═══ Dataset
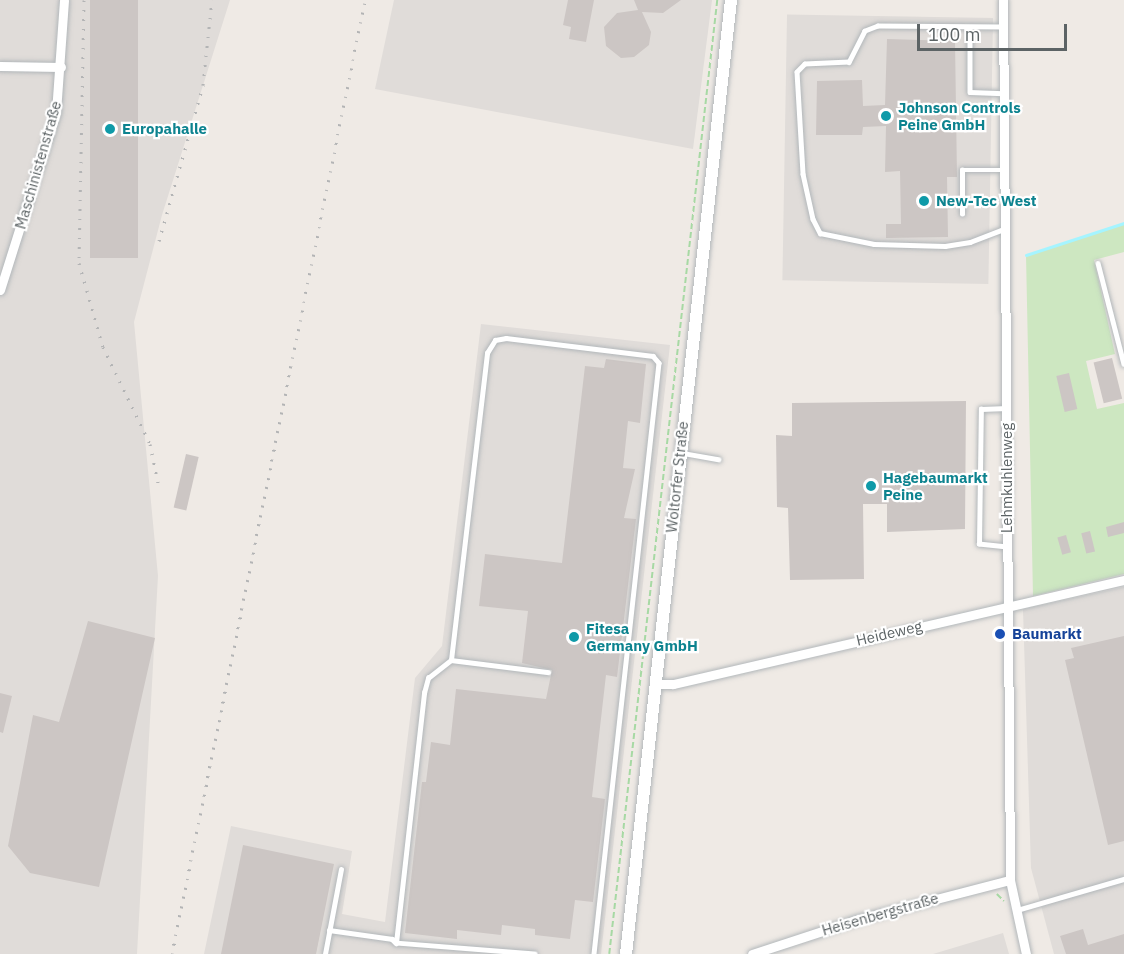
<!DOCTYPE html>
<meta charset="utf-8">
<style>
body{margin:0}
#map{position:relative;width:1124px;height:954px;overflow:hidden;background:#efeae5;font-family:"IBM Plex Sans",sans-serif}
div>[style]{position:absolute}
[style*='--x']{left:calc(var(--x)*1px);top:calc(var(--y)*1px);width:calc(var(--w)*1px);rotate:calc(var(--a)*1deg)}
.industrial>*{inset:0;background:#e0dcd9;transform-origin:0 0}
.green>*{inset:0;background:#cde7c1}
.stream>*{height:3px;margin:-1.5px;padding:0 1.5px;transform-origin:1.5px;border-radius:1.5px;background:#a5f4ff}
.building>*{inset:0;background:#ccc6c4;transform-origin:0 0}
.path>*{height:1.5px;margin-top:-0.75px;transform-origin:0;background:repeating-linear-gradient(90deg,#a7d9a4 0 6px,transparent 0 9px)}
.roads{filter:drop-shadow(0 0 2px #b2b7ba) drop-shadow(0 0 2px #b2b7ba)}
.service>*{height:4.5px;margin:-2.25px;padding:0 2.25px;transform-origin:2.25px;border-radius:2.25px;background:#fff}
.minor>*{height:9px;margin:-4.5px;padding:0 4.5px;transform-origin:4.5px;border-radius:4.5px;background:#fff}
.secondary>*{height:12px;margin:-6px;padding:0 6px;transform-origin:6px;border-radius:6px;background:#fff}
.rail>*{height:3px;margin-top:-1.5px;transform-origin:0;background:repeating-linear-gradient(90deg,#b3b4b5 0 1.5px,transparent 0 9.5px)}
.dots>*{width:16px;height:16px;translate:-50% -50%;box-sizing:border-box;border:3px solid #fff;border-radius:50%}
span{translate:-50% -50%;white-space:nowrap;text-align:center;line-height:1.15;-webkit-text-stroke:4.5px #fff;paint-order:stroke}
.culture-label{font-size:15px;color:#0d838f;font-weight:700}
.left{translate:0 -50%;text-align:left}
.street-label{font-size:15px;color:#5c6365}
.transit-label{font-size:15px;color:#164399;font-weight:700}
.scale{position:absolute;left:917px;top:24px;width:150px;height:27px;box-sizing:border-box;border:3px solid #5c6365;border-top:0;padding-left:8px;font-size:18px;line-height:21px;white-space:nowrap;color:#5c6365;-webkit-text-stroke:4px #fff;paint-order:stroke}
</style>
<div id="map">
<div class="industrial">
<div style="clip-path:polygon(0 0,230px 0,162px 215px,134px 322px,158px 576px,137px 954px,0 954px)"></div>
<div style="clip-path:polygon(394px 0,712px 0,693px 149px,375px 89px)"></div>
<div style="left:993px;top:18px;width:266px;height:206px;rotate:91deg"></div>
<div style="clip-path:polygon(481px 324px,670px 345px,601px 954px,204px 954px,231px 826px,352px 851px,342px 914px,385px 922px,415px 678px,442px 646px)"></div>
<div style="clip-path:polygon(1124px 587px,1124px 954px,1054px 954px,1031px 868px,1023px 609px)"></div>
<div style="clip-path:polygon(1003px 933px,1009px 954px,933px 954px)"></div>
</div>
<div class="green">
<div style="clip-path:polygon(1124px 223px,1124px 252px,1094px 260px,1115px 354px,1086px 361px,1097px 409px,1124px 403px,1124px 574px,1033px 596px,1026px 255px)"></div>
</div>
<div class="stream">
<div style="--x:1026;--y:255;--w:103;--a:-18.1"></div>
</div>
<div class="building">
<div style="left:90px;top:0;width:48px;height:258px"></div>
<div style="clip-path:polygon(568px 0,594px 0,586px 42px,569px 39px,571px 27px,563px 25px)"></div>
<div style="clip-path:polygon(634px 0,681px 0,663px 13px,642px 12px,651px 32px,649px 45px,634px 57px,621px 58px,606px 46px,604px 27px,617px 13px,638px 10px)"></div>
<div style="clip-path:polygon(887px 39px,955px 41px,957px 177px,947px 177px,948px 237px,886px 238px,886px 224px,901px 224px,900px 171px,885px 172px,886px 126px,863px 127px,862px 135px,816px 135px,817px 81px,862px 80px,863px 106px,885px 105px)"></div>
<div style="left:1112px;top:358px;width:42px;height:19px;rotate:76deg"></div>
<div style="clip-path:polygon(606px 359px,646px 364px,640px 423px,628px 421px,623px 468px,635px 469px,624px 518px,636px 519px,617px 677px,606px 675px,592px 797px,605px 799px,593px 902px,575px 900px,570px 939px,535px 935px,535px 929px,502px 925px,501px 935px,457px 930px,457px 939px,405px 933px,422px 782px,426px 782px,431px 742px,450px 745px,456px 689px,546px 699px,552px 670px,522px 663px,528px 611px,479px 606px,485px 554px,562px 563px,585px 366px,604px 368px)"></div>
<div style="left:1069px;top:373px;width:37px;height:13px;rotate:77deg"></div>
<div style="clip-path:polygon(966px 401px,965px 529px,887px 532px,887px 504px,863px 504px,864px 579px,790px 580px,788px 508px,777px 507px,776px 435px,792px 436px,792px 403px)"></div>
<div style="left:186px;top:454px;width:13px;height:55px;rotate:13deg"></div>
<div style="clip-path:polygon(1124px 522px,1124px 533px,1108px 537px,1106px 527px)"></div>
<div style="left:1090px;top:531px;width:21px;height:9px;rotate:76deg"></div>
<div style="left:1066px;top:535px;width:18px;height:9px;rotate:74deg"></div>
<div style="clip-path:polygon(88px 621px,155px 638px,99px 887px,30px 873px,8px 846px,33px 715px,59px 722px)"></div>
<div style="clip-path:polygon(1124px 636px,1124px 841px,1108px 845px,1065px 660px,1074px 658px,1071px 648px)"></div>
<div style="clip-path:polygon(0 693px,12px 696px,3px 733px,0 732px)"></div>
<div style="clip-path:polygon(243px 845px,334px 864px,316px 954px,221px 954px)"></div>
<div style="clip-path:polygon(1083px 929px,1088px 945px,1124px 934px,1124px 954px,1066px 954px,1060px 936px)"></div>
</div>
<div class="path">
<div style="--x:997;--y:894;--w:10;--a:45"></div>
<div style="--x:609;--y:954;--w:960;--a:-83.54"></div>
</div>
<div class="roads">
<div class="service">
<div style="--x:970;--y:27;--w:65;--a:90"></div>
<div style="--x:970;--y:92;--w:33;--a:2"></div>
<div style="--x:1003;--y:27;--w:125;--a:-179.5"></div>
<div style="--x:878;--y:26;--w:14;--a:159"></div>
<div style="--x:865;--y:31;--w:35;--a:117"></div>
<div style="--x:849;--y:62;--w:44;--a:177.4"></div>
<div style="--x:805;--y:64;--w:11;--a:135"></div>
<div style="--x:797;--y:72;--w:102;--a:86.6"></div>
<div style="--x:803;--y:174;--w:46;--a:77.5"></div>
<div style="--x:813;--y:219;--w:16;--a:63"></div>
<div style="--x:820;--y:233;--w:55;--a:11.5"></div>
<div style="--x:874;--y:244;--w:71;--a:1.6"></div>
<div style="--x:945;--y:246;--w:25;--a:-9"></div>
<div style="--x:970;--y:242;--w:36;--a:-21"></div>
<div style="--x:962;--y:214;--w:44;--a:-90"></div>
<div style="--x:962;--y:170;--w:41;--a:0"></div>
<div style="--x:1098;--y:263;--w:104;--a:75.6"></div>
<div style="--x:683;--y:453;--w:36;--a:10"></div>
<div style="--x:1007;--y:547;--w:28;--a:-174"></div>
<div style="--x:979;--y:544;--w:135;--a:-89.2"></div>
<div style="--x:981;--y:409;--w:26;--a:-2"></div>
<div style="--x:451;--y:660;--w:98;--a:7.1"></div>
<div style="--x:1017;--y:910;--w:111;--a:-16.2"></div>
<div style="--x:329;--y:930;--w:64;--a:8.1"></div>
<div style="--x:392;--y:939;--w:6;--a:45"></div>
<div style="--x:325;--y:954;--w:86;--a:-79.3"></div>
<div style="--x:535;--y:954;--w:139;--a:-175.5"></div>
<div style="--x:396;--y:943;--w:252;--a:-83.6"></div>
<div style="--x:424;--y:693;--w:16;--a:-75"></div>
<div style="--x:428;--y:678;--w:29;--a:-38"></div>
<div style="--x:451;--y:660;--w:309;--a:-83.3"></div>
<div style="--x:487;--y:353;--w:15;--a:-58"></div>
<div style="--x:495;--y:340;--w:11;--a:-10"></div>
<div style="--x:506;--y:338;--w:148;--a:7"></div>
<div style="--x:653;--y:356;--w:9;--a:49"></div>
<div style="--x:659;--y:363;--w:595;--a:96.28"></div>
</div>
<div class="minor">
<div style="--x:1003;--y:0;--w:880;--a:89.54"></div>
<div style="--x:1010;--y:880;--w:76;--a:77.8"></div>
<div style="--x:0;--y:66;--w:61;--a:0.9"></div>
<div style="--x:0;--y:290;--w:187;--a:-72.5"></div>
<div style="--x:56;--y:112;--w:112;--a:-85.9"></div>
<div style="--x:654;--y:684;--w:19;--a:0"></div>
<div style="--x:673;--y:684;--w:463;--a:-13"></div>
<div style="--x:752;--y:954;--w:113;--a:-18.1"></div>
<div style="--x:859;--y:919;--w:156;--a:-14.5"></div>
</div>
<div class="secondary">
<div style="--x:626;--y:954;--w:960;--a:-83.72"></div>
</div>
</div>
<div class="rail">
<div style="--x:84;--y:0;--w:263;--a:91.1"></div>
<div style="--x:79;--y:263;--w:87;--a:74.1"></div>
<div style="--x:103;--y:347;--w:108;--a:64.1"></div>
<div style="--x:150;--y:444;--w:45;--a:78.4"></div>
<div style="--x:159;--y:241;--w:162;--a:-74.2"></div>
<div style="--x:203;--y:85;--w:85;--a:-84"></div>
<div style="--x:172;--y:954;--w:973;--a:-78.56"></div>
</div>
<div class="dots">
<div style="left:886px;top:116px;background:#0f9aa8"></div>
<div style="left:110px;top:129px;background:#0f9aa8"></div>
<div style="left:924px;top:201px;background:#0f9aa8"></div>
<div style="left:871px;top:486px;background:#0f9aa8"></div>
<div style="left:1000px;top:634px;background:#1a4fb4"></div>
<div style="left:574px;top:637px;background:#0f9aa8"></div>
</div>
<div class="culture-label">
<span class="left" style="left:898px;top:116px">Johnson Controls<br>Peine GmbH</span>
<span class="left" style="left:122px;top:129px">Europahalle</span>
<span class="left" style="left:936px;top:201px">New-Tec West</span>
<span class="left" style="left:883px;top:486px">Hagebaumarkt<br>Peine</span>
<span class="left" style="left:586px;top:637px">Fitesa<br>Germany GmbH</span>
</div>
<div class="street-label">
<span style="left:38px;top:165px;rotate:-74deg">Maschinistenstraße</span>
<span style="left:677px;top:477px;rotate:-84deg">Woltorfer Straße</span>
<span style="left:1007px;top:478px;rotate:-90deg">Lehmkuhlenweg</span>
<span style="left:889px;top:633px;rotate:-13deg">Heideweg</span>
<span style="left:880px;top:914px;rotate:-16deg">Heisenbergstraße</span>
</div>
<div class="transit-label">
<span class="left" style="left:1012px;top:634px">Baumarkt</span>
</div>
<div class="scale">100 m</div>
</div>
══════
= Directions =
From the records above, return each line that includes "industrial".

= Exercise answer =
.industrial>*{inset:0;background:#e0dcd9;transform-origin:0 0}
<div class="industrial">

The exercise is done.